December 10, 2014 // By Graham Prophet
STMicroelectronics provides the MEMS accelerometer and the STM32L microcontroller into what is claimed as smallest wearable heart-rate monitor, from PulseOn. The motion-sensing and data-processing chips provide precision and performance with tiny dimensions and low energy budget.

Aimed at the fitness market, the wrist-worn device from PulseOn (Espoo, Finland) is simple and intuitive to use. It provides accurate continuous heart-rate measurement without the need for a chest strap, and its algorithms transform the heart-rate data into meaningful personalised feedback for each individual.

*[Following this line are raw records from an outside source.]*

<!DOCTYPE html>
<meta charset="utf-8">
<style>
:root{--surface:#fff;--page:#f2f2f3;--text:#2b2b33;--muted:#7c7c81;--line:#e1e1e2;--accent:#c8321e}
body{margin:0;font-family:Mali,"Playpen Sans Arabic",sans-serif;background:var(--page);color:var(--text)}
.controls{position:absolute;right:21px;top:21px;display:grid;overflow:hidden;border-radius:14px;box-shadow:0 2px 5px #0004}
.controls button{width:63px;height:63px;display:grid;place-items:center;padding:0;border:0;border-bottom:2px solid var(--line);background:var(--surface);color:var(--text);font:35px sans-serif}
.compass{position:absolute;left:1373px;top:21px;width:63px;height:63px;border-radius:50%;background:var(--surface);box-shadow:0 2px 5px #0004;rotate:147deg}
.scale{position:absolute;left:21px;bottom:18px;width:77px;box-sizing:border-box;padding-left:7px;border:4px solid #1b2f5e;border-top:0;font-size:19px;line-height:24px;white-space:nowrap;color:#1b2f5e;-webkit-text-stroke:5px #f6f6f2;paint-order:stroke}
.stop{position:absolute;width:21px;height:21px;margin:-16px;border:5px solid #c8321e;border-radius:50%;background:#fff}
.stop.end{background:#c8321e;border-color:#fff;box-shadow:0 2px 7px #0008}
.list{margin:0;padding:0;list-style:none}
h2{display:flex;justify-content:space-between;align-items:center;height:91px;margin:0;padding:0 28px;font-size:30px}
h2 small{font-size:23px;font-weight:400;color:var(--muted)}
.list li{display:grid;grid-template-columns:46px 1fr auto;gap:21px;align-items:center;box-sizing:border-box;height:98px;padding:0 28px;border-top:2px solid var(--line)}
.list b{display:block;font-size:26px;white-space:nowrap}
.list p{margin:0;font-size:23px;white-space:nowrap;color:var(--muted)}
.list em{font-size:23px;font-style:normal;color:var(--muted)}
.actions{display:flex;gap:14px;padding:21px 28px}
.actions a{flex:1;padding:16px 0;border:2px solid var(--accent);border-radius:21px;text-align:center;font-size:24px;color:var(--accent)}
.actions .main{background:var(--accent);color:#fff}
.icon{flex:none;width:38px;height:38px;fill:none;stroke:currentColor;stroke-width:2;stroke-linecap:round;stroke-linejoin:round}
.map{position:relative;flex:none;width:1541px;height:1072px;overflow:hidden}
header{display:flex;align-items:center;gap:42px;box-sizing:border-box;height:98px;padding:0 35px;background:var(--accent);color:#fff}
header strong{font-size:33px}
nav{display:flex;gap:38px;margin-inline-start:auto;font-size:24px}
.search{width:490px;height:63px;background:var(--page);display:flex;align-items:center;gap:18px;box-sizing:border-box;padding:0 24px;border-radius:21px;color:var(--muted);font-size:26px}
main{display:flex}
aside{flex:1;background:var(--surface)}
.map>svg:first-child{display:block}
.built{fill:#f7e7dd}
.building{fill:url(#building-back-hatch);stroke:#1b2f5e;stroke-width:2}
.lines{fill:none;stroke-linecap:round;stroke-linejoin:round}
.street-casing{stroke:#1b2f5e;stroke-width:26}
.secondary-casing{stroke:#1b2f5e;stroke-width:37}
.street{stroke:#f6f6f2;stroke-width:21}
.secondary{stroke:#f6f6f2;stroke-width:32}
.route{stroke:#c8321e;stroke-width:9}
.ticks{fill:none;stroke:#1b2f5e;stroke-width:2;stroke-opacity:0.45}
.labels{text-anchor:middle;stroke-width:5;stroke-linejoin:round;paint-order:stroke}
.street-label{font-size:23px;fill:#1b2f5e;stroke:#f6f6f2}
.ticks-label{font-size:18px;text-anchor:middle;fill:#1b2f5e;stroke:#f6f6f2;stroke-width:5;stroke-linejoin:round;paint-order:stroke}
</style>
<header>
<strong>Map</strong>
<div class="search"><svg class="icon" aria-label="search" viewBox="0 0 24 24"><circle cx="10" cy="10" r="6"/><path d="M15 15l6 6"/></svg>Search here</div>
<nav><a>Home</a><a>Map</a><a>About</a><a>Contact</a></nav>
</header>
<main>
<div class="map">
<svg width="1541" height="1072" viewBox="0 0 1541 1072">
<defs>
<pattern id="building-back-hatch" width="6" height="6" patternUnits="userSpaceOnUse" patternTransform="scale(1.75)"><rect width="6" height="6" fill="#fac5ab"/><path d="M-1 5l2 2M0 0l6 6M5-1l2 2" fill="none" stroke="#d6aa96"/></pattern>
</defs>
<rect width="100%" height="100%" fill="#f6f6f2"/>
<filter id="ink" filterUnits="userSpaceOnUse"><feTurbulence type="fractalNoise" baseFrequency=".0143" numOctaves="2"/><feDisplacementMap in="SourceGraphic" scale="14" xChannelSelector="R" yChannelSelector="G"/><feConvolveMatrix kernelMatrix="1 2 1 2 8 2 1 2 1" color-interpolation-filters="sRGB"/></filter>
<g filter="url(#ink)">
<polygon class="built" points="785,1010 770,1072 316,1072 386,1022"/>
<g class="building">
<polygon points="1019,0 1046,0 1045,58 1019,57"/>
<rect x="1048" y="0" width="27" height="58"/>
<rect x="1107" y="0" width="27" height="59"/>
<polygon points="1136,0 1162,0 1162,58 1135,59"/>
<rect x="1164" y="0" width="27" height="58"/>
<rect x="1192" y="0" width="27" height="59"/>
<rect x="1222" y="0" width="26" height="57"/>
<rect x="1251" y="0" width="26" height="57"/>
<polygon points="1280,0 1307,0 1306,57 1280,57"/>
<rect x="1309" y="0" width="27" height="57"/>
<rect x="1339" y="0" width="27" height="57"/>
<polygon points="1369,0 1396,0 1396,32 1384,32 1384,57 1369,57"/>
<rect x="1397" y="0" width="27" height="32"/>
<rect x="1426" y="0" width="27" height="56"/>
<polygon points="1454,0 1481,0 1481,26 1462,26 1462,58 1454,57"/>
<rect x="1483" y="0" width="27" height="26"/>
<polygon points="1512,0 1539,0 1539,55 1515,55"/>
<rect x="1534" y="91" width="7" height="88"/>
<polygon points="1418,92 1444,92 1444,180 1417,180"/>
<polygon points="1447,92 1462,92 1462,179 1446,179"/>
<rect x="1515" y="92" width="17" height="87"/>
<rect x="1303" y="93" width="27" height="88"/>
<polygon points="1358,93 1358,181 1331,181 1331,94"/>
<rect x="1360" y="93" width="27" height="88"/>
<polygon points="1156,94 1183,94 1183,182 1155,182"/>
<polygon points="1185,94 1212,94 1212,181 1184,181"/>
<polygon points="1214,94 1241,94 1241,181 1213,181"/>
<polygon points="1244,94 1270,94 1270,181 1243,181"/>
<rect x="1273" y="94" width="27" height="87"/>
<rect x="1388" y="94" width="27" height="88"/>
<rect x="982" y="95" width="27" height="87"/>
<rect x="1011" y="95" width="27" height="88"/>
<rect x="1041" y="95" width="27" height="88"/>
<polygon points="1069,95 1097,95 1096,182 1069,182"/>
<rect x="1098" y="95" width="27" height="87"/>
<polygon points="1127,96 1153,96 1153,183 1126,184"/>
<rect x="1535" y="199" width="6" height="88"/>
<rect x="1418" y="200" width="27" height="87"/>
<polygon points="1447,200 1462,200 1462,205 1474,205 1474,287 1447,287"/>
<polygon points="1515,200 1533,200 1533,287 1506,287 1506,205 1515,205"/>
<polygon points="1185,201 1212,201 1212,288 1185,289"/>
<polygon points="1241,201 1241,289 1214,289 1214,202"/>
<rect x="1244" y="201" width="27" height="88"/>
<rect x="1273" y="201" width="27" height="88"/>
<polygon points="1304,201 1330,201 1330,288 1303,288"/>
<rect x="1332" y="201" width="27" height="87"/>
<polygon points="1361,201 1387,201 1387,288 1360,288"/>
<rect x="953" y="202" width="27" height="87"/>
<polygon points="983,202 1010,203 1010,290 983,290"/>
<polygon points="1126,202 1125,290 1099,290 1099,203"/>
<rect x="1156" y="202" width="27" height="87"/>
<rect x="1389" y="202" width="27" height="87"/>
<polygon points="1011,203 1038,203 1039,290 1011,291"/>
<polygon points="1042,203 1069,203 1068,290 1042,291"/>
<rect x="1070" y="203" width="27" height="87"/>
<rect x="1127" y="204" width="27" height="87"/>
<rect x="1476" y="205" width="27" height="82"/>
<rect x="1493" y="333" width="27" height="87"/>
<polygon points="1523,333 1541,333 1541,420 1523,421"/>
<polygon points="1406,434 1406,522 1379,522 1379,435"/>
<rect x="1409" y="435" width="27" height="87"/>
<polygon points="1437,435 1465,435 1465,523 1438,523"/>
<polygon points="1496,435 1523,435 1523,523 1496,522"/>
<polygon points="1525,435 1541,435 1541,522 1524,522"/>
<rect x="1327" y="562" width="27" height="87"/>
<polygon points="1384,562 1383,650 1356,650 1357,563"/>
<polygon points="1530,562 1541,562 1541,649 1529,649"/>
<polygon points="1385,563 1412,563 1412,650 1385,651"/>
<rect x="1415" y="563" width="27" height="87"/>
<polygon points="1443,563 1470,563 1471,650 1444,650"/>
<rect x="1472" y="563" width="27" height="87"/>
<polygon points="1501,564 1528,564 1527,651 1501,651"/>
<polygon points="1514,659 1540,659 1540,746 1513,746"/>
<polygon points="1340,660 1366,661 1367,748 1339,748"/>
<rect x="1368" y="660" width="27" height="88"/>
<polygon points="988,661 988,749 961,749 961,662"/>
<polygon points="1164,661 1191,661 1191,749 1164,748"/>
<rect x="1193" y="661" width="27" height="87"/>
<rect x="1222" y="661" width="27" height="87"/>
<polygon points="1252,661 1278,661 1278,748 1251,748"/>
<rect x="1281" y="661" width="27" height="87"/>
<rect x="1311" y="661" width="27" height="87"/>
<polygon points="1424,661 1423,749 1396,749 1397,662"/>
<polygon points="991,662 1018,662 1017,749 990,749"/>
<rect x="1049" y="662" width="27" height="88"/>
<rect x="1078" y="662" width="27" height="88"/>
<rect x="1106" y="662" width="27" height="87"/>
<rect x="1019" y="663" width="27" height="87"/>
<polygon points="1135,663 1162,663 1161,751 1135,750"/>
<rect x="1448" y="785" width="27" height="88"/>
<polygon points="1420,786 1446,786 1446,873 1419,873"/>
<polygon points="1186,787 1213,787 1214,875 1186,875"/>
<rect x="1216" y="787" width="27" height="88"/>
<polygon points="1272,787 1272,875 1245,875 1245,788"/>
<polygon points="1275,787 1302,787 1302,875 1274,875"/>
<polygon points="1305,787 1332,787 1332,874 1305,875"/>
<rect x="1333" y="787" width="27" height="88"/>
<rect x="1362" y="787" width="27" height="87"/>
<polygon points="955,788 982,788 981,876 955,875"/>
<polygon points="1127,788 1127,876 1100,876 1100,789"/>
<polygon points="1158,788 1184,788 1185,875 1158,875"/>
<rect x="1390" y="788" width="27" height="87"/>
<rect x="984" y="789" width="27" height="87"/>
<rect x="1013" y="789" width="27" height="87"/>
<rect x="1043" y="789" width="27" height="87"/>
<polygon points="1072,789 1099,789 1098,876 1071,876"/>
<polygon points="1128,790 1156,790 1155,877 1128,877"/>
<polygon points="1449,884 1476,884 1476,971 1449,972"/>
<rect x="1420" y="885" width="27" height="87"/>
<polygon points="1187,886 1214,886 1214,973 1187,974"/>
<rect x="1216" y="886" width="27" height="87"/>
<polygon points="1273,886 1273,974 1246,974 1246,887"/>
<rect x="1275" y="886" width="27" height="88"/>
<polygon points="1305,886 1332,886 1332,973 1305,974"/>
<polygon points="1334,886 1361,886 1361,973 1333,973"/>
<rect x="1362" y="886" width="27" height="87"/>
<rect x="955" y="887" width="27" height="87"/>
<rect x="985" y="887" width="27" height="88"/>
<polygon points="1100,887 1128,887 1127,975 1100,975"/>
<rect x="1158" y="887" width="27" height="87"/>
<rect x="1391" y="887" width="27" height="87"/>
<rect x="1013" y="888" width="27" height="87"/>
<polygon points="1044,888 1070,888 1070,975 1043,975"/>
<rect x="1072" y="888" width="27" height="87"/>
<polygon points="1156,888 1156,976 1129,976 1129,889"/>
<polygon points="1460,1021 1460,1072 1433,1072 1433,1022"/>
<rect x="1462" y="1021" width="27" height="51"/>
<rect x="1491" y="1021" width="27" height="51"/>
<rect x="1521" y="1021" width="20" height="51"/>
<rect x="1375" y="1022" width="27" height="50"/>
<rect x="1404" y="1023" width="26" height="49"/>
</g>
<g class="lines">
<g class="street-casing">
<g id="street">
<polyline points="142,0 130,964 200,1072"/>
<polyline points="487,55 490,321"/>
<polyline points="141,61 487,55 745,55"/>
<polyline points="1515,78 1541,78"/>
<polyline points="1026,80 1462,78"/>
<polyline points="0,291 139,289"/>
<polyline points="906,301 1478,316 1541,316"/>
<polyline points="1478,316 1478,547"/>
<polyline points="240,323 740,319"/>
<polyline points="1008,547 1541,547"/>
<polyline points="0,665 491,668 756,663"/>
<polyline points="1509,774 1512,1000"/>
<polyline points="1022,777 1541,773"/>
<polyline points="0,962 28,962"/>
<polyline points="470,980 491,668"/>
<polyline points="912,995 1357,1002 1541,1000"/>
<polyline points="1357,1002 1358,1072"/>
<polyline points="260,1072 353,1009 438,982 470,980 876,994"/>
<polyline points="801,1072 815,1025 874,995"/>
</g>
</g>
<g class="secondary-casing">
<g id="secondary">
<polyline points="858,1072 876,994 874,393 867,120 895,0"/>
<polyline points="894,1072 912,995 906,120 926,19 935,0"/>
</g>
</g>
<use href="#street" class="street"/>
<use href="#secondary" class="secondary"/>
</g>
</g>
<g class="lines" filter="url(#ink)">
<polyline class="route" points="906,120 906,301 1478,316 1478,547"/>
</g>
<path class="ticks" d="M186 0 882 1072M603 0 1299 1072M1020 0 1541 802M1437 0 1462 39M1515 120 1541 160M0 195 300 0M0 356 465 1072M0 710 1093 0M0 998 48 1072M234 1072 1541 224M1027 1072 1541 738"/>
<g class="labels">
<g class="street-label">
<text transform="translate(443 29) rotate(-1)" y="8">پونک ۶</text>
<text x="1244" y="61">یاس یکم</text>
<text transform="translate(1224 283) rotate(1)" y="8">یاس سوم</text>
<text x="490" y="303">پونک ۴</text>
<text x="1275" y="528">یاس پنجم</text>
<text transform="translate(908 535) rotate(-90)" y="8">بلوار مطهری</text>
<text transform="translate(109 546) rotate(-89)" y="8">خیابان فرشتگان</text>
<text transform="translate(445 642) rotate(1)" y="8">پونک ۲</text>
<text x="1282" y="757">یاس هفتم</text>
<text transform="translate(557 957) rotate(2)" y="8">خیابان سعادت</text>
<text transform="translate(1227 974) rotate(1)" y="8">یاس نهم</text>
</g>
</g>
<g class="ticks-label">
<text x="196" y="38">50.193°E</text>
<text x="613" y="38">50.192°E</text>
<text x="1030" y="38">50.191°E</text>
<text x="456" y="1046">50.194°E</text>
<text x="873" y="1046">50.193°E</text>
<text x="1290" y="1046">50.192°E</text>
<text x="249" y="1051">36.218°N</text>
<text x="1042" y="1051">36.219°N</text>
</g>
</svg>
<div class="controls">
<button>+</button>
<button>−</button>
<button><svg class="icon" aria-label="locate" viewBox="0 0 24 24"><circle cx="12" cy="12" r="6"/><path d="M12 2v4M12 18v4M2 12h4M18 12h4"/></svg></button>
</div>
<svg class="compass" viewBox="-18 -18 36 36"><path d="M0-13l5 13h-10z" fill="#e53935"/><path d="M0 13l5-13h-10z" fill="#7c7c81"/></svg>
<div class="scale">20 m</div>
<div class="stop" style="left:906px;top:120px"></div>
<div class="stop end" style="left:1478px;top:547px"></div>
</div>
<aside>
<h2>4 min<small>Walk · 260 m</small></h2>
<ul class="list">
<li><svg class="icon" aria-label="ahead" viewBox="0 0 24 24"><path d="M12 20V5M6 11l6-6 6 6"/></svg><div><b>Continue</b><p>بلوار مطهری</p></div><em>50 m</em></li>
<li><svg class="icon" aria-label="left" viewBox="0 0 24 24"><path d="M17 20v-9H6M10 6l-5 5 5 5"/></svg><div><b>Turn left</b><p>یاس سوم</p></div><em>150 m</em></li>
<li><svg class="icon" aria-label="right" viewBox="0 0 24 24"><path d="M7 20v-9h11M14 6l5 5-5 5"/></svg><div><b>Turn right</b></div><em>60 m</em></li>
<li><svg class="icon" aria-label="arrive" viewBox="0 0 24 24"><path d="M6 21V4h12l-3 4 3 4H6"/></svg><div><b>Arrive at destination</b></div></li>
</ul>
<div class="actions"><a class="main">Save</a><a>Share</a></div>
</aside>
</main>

ST's low-power, high-performance MEMS accelerometer maintains the PulseOn heart-rate measurement accuracy and reliability at the level delivered by an electrocardiogram, as proven by extensive scientific testing under all possible scenarios and conditions, from physical inactivity up to the highest exertion levels in various cardio-intensive activities.

The accelerometer tracks hand motion and vibrations to eliminate the noise in optical blood-flow detection. The PulseOn monitor can distinguish between the signal that represents the actual heart pulse and which is just noise caused by hand movements. The accelerometer also determines the wearer’s level of physical activity.

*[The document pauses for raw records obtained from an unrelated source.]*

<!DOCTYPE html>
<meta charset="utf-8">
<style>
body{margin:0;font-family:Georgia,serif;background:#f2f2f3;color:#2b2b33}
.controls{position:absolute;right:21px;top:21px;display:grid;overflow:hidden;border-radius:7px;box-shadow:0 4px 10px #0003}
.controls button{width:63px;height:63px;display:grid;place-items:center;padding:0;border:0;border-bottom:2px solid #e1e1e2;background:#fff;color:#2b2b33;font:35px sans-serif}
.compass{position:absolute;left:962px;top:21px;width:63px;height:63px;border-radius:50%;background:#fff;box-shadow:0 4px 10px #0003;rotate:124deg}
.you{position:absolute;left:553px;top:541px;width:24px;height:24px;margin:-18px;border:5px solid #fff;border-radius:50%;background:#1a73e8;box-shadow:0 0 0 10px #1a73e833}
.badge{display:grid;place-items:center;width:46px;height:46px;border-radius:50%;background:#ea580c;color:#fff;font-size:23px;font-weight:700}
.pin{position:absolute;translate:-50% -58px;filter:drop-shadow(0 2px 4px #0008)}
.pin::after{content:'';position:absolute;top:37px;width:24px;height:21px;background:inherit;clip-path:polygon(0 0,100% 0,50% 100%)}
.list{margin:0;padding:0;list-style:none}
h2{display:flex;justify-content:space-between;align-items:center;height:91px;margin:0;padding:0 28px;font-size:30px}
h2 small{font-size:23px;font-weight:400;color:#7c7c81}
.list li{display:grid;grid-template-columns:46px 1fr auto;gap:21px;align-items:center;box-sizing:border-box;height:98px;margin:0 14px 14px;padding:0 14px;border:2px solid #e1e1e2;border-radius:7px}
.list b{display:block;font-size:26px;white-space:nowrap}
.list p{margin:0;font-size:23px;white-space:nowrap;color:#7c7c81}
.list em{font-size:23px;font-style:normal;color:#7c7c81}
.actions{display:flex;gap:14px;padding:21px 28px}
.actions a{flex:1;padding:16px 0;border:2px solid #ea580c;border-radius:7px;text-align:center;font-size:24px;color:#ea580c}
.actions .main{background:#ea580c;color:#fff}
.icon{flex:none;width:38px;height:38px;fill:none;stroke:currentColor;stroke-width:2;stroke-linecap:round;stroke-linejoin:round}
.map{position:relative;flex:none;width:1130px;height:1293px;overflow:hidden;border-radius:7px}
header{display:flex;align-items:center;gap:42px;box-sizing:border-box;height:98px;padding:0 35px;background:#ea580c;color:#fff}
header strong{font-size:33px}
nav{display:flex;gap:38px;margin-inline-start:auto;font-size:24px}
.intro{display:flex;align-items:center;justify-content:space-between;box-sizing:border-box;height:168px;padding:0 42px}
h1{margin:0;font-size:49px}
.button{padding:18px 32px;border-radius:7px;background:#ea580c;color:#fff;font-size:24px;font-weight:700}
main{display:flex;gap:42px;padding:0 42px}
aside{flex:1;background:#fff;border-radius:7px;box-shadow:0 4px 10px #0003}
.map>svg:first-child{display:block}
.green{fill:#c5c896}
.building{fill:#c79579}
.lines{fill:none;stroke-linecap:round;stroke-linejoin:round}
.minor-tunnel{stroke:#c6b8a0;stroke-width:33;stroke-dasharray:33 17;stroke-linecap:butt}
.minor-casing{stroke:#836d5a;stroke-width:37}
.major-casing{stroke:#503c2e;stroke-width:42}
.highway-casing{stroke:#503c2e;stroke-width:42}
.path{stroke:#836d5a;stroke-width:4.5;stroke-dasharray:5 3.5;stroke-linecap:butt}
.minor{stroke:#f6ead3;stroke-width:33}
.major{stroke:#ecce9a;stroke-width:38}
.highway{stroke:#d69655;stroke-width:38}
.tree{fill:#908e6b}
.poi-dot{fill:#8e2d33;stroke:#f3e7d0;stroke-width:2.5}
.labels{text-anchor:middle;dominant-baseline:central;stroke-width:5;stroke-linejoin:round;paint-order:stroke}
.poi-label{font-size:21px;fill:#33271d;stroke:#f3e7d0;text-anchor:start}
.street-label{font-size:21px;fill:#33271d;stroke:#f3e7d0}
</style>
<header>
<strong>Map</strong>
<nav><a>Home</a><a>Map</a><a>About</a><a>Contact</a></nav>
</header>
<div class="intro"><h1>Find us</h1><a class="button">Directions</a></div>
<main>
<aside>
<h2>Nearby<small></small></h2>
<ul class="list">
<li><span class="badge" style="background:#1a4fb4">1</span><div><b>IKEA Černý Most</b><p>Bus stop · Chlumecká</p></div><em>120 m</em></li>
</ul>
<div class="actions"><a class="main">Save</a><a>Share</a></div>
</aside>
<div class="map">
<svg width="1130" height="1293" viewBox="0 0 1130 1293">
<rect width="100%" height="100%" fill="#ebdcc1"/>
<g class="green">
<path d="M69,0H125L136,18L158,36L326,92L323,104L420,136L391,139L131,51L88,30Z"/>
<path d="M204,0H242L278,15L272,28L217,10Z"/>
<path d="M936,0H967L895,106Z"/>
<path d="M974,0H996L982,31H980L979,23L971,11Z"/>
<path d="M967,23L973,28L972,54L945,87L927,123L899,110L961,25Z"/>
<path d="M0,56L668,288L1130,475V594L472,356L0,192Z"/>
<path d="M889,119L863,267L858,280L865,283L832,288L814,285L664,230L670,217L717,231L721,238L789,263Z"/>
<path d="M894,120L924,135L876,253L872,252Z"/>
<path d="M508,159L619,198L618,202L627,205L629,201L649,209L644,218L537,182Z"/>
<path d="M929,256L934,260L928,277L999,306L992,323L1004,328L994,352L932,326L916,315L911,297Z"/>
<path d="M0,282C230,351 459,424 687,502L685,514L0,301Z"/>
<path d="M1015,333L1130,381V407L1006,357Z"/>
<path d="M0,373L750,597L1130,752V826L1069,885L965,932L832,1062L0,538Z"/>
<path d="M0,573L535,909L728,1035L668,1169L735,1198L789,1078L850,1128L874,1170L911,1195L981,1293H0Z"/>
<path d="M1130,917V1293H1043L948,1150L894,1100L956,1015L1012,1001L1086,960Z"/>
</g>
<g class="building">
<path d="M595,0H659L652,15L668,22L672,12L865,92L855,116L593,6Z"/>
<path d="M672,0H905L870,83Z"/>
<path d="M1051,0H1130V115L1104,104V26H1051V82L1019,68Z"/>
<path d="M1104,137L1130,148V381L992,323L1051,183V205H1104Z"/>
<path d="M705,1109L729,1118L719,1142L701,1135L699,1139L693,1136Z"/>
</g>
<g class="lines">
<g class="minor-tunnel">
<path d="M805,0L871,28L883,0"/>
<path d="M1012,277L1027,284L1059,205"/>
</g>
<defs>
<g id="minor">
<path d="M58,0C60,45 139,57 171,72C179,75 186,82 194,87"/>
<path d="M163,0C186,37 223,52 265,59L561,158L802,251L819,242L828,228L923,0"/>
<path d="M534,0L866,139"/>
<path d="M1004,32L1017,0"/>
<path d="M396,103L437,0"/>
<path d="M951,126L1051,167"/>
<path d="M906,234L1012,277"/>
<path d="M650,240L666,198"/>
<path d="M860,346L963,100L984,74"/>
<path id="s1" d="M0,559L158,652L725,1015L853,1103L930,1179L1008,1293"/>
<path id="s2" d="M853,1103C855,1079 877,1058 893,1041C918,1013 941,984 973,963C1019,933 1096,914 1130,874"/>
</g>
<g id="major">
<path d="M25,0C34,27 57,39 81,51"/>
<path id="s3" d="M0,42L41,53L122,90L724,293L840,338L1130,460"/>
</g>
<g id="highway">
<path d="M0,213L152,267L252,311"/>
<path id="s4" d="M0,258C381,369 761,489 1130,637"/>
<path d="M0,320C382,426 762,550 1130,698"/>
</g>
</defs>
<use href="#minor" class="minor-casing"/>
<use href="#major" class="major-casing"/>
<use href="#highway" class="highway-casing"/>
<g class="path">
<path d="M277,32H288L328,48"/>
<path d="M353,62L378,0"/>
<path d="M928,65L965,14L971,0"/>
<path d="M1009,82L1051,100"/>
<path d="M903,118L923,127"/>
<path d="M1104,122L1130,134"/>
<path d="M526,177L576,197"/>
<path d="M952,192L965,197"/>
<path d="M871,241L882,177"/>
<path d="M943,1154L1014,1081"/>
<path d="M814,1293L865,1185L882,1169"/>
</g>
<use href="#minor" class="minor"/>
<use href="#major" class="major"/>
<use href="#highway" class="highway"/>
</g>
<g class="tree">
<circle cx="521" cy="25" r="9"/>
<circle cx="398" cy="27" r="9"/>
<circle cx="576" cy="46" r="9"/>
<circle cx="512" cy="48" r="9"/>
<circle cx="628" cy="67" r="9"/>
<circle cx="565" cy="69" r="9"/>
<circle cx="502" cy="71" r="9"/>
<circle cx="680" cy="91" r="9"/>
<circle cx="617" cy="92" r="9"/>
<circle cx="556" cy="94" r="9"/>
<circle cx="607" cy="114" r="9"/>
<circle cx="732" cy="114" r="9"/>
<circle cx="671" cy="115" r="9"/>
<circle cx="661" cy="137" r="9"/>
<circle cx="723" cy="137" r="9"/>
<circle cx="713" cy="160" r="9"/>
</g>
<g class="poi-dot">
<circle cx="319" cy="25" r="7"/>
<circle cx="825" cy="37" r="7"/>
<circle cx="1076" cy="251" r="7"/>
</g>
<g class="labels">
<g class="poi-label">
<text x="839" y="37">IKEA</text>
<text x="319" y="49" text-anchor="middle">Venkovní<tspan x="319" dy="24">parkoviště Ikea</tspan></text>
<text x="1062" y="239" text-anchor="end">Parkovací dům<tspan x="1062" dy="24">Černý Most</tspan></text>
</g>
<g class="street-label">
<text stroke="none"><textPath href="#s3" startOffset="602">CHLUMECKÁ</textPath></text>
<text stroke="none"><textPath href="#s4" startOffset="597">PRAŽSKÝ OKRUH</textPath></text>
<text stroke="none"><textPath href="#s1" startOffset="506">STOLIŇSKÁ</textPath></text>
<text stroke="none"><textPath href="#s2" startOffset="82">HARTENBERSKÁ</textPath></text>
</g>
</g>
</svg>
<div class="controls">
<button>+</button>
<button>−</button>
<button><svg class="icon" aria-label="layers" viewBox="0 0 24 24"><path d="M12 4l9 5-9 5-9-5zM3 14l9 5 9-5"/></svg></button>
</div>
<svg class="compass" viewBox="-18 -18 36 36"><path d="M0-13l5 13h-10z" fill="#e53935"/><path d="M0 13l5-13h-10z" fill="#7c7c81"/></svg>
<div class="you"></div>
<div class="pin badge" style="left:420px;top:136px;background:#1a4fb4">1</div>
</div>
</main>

The STM32L microcontroller functions reliably on minimal energy use; PulseOn’s developers optimised the application’s power consumption using the STM32L’s ultra-low-power modes. “The superior precision and performance of ST chips have enabled us to apply the strictest scientific standards to the PulseOn heart-rate measurement technology, producing reliable results that includes the beat-to-beat accuracy during rest,” said Jari Nousiainen, Head of Engineering, PulseOn. “Equally important, the minuscule dimensions and energy budget of ST ICs have been a competitive advantage.”